**WHAT TO PRODUCE:** The lines wanted are those in the data below that include "JSON".

EXCERPTED RECORDS section start

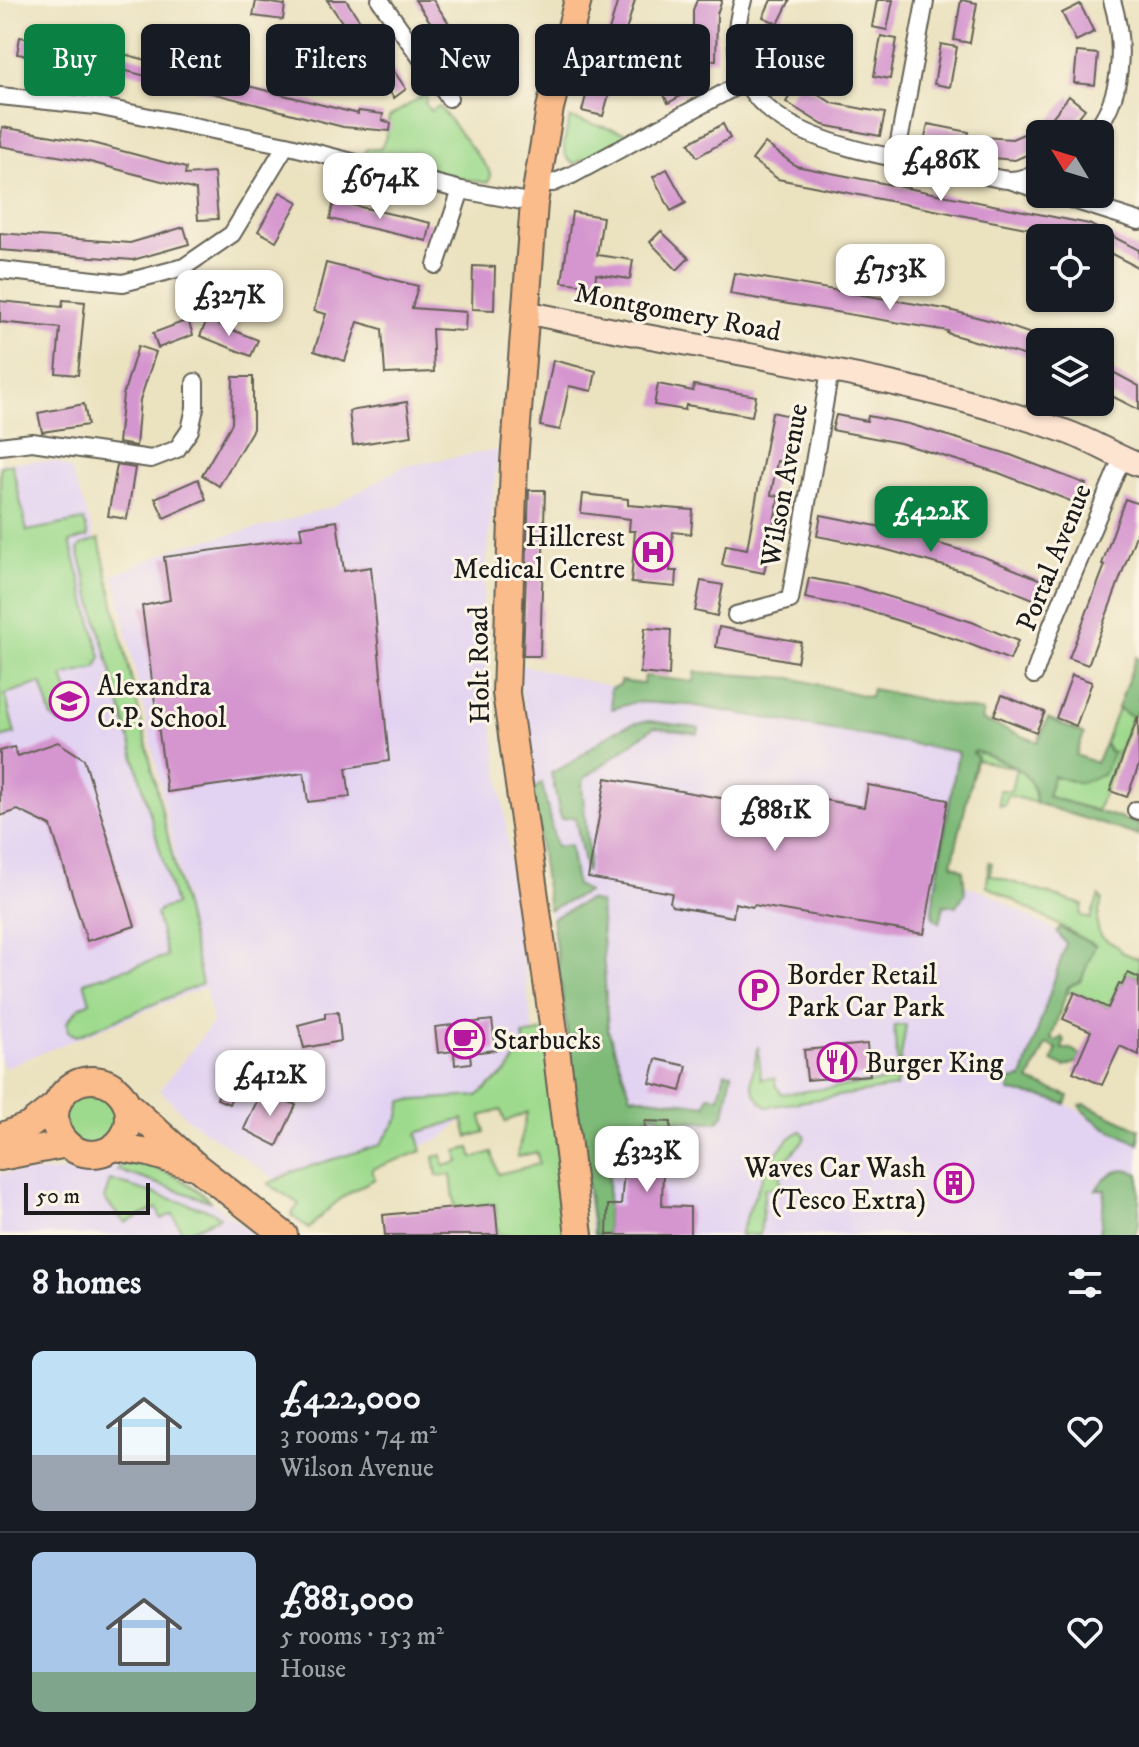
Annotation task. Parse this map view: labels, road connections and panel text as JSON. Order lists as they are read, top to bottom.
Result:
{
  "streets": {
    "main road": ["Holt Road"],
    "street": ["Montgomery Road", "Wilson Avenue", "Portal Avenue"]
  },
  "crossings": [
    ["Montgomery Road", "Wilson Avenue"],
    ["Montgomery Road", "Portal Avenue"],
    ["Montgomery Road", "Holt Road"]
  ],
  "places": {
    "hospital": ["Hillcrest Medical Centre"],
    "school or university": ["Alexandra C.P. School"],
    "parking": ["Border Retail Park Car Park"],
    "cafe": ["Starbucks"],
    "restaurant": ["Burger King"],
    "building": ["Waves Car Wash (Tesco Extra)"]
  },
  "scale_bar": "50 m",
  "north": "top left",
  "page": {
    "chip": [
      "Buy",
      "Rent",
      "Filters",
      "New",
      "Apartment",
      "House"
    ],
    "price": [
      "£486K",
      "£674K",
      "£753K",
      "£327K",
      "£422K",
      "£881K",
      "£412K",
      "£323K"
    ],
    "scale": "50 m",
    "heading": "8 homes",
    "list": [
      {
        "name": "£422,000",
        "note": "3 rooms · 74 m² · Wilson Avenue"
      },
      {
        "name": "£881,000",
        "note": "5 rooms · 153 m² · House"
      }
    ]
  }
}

EXCERPTED RECORDS section end
EXCERPTED RECORDS section start

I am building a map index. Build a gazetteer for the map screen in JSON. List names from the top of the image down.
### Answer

EXCERPTED RECORDS section end

**TASK ANSWER:**
Annotation task. Parse this map view: labels, road connections and panel text as JSON. Order lists as they are read, top to bottom.
I am building a map index. Build a gazetteer for the map screen in JSON. List names from the top of the image down.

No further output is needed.